==== Information shown

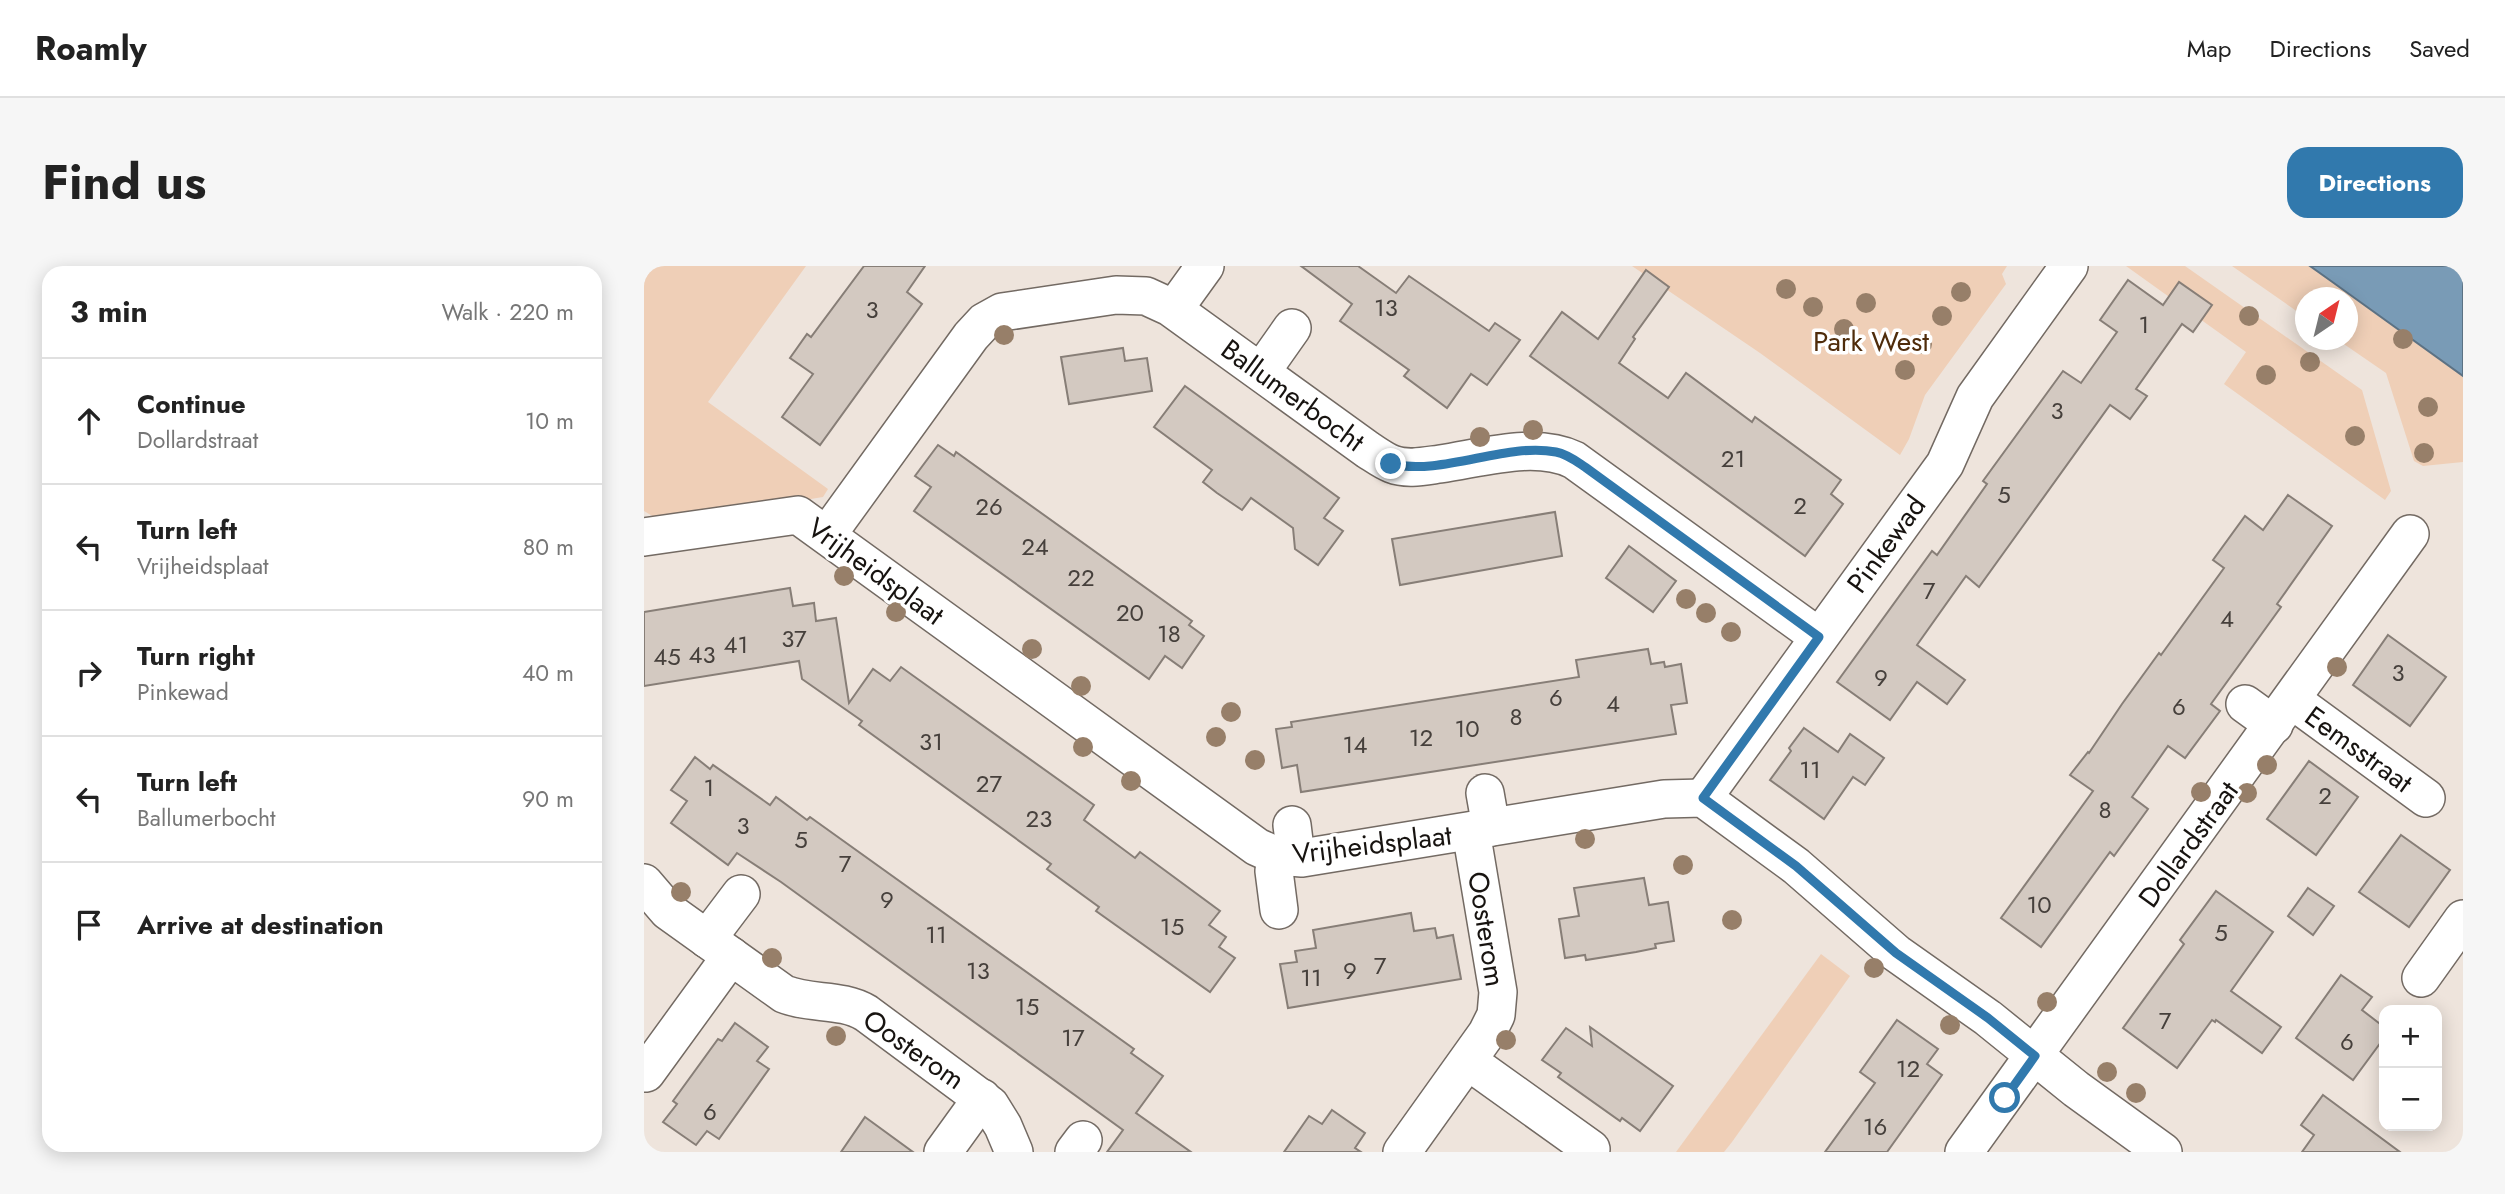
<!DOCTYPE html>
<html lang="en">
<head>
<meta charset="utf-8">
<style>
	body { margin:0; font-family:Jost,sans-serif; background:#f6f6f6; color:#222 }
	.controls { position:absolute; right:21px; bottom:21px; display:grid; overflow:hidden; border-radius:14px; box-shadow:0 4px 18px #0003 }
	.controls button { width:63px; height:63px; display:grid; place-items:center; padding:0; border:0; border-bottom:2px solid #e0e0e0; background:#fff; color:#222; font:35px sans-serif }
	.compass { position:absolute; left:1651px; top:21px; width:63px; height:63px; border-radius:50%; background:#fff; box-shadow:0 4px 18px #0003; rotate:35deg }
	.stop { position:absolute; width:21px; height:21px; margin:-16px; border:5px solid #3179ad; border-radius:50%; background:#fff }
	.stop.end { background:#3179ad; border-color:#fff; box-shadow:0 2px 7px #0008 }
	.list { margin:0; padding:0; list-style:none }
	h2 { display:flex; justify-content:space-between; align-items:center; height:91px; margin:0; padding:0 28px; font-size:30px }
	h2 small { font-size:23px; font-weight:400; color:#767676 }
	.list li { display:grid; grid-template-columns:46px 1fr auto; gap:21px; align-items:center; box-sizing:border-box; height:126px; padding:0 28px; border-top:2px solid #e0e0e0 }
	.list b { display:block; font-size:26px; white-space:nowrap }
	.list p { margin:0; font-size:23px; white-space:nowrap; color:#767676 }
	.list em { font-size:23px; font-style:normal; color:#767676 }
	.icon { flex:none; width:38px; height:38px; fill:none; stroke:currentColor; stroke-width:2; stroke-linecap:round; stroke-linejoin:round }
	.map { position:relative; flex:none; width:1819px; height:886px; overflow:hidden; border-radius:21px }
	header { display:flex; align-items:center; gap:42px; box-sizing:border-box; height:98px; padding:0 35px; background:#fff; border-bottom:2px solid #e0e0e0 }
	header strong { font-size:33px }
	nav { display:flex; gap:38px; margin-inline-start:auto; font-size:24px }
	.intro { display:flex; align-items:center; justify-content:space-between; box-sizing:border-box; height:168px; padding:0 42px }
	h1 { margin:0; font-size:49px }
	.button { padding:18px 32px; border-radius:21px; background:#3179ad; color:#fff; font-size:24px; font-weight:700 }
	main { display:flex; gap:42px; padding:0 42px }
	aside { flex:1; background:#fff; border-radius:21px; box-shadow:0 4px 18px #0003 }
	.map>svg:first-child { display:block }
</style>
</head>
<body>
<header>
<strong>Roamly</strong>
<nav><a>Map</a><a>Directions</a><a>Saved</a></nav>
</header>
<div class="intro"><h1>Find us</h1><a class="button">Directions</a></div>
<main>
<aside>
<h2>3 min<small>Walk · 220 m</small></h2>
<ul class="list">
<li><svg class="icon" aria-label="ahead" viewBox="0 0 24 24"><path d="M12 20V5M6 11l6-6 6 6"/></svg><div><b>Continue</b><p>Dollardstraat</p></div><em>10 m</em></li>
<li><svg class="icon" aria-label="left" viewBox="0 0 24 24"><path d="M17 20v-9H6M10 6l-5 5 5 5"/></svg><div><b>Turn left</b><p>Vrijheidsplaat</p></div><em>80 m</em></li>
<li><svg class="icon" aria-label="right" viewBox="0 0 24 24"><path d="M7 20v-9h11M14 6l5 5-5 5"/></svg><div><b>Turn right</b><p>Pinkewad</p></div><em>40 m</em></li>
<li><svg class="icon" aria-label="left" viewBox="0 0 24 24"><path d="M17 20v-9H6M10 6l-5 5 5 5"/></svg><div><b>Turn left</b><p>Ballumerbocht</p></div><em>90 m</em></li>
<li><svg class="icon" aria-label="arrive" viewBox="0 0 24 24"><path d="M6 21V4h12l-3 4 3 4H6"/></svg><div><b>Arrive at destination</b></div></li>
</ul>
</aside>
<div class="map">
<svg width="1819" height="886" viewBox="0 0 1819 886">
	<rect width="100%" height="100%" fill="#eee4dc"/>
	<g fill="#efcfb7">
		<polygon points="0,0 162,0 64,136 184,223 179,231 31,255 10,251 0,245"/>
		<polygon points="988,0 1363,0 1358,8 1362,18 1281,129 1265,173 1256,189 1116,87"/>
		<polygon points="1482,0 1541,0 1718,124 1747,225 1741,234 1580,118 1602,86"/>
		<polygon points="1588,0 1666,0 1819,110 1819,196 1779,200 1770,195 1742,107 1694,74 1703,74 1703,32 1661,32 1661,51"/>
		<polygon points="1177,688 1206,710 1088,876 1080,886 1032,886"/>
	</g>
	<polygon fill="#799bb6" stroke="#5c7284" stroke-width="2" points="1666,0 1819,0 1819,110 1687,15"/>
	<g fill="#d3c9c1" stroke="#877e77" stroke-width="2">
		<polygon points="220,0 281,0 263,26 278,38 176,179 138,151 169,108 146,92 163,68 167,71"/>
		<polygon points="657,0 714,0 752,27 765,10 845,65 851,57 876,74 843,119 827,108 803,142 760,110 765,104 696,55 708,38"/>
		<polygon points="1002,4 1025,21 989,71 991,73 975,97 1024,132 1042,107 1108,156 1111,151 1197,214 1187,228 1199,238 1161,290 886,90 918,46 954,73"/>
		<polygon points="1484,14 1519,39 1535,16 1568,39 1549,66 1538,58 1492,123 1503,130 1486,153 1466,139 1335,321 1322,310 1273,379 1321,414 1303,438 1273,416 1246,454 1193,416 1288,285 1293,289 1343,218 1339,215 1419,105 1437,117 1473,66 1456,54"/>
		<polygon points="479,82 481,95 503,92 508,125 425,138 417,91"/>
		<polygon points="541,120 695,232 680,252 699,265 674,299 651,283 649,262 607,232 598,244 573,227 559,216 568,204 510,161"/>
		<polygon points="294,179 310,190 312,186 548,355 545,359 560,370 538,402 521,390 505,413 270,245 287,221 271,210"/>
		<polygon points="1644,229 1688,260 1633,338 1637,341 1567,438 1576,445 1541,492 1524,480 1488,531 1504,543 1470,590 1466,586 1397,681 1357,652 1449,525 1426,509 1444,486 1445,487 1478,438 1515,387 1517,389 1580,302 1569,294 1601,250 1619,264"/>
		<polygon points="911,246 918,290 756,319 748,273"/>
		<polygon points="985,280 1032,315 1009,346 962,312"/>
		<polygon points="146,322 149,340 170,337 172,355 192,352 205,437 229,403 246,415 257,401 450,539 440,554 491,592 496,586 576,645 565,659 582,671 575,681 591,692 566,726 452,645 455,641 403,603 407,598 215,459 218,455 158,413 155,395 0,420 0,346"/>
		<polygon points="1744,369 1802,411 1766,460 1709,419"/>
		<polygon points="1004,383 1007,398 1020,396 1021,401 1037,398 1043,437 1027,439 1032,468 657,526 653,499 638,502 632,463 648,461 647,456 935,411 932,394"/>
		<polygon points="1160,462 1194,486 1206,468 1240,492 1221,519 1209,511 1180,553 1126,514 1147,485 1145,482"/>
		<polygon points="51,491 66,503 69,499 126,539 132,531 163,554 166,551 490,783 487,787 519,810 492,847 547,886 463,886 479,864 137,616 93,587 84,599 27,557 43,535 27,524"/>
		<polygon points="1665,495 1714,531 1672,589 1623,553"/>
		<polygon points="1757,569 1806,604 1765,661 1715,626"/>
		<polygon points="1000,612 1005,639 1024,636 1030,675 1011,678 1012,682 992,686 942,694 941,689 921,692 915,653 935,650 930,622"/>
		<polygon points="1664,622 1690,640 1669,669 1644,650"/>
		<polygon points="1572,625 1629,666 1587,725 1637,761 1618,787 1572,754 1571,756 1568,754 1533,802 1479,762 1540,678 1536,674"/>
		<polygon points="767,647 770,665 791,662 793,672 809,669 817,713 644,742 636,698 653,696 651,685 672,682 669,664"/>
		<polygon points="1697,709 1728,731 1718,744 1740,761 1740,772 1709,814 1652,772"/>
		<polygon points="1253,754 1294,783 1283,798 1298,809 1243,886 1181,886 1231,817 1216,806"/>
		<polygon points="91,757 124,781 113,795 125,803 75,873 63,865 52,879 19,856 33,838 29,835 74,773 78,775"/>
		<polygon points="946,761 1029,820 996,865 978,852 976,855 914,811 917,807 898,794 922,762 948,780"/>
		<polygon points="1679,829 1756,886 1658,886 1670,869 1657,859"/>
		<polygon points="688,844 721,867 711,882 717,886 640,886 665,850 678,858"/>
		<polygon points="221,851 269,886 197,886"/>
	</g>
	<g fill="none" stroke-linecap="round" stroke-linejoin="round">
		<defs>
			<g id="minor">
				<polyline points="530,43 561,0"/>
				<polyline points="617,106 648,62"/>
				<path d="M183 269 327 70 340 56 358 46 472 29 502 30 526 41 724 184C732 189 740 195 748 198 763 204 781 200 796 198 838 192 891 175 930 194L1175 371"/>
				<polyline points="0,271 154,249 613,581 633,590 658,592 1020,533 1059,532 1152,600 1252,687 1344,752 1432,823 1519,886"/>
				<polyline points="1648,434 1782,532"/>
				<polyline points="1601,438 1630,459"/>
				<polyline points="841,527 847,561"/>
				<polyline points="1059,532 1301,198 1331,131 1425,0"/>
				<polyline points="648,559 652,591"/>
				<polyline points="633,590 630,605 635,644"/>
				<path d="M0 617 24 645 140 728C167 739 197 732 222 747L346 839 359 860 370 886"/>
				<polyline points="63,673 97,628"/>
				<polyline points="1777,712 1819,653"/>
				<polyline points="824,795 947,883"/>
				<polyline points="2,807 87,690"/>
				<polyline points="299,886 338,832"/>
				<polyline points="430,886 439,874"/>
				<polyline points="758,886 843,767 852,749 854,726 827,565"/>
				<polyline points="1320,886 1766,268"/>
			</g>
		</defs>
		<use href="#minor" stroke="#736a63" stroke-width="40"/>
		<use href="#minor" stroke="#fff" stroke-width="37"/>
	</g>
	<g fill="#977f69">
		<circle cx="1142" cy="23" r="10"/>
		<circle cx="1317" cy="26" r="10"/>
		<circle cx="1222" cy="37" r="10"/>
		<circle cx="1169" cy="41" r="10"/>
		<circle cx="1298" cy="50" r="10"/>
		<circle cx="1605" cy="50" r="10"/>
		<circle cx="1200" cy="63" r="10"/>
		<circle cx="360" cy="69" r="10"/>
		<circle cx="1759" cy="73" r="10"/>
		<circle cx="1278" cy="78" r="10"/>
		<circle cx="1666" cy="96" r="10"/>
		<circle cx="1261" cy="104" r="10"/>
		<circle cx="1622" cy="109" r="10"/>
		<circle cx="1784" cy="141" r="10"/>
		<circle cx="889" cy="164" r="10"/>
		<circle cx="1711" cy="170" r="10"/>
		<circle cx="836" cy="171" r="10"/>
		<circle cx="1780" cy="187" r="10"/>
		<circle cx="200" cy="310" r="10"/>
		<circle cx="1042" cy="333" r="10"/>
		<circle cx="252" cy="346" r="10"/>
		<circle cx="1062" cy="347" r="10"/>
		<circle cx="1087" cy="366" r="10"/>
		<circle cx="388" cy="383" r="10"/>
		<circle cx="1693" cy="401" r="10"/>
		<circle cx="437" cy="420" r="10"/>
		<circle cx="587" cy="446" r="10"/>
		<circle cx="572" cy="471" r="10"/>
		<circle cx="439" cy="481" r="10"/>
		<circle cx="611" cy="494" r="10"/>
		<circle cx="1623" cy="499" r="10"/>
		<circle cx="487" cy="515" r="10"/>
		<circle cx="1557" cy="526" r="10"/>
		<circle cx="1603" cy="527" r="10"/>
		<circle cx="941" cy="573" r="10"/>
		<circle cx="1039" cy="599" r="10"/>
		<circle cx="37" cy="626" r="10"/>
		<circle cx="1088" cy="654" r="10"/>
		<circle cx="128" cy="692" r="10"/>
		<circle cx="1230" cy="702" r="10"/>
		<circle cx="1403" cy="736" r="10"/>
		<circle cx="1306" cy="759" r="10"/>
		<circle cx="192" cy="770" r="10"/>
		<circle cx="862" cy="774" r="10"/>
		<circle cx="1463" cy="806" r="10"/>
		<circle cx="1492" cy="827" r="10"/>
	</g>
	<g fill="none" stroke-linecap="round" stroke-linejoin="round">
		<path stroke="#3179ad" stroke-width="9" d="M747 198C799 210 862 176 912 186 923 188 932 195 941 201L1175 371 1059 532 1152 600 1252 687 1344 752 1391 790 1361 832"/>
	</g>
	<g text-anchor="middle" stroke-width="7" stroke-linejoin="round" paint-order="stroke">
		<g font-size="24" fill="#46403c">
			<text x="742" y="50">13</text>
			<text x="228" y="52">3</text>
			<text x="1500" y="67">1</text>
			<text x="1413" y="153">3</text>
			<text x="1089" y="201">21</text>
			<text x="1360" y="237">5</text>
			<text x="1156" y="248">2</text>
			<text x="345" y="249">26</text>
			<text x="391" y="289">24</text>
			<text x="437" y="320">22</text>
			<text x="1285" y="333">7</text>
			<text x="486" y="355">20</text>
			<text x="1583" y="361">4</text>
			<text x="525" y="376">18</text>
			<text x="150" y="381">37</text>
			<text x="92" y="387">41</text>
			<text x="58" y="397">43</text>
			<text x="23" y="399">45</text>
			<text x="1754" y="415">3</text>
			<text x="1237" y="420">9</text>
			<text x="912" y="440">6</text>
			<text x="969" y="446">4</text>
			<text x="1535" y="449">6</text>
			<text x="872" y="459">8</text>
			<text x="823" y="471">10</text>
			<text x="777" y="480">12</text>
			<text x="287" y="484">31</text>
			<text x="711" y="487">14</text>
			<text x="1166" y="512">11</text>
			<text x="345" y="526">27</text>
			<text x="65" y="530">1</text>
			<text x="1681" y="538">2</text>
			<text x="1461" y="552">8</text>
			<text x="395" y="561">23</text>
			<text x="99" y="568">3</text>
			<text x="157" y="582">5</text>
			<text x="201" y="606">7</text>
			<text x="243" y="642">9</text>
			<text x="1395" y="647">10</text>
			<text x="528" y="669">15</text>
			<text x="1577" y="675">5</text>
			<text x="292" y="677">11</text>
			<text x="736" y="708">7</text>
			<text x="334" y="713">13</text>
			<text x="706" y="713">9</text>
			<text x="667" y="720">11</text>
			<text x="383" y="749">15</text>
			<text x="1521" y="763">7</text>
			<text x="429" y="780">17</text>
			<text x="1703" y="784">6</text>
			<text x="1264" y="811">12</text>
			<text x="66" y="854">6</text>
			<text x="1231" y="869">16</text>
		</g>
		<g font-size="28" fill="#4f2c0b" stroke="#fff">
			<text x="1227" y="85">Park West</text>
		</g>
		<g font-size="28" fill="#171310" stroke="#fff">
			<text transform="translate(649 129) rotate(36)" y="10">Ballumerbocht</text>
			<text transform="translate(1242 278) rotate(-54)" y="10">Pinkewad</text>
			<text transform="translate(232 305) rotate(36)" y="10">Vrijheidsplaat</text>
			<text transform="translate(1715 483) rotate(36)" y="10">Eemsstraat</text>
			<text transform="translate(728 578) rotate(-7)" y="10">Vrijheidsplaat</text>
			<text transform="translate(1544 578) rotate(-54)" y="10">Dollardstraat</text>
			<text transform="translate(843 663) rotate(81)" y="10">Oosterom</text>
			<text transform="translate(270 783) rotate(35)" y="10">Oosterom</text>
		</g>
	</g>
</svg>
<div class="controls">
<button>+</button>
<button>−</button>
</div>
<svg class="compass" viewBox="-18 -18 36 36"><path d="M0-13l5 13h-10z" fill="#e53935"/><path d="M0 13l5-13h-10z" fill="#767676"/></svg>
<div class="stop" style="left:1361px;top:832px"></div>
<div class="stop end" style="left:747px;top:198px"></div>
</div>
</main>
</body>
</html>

========

Your assignment
Spot every line in the entries that includes the word "nowrap", and copy each one out.

Task response
	.list b { display:block; font-size:26px; white-space:nowrap }
	.list p { margin:0; font-size:23px; white-space:nowrap; color:#767676 }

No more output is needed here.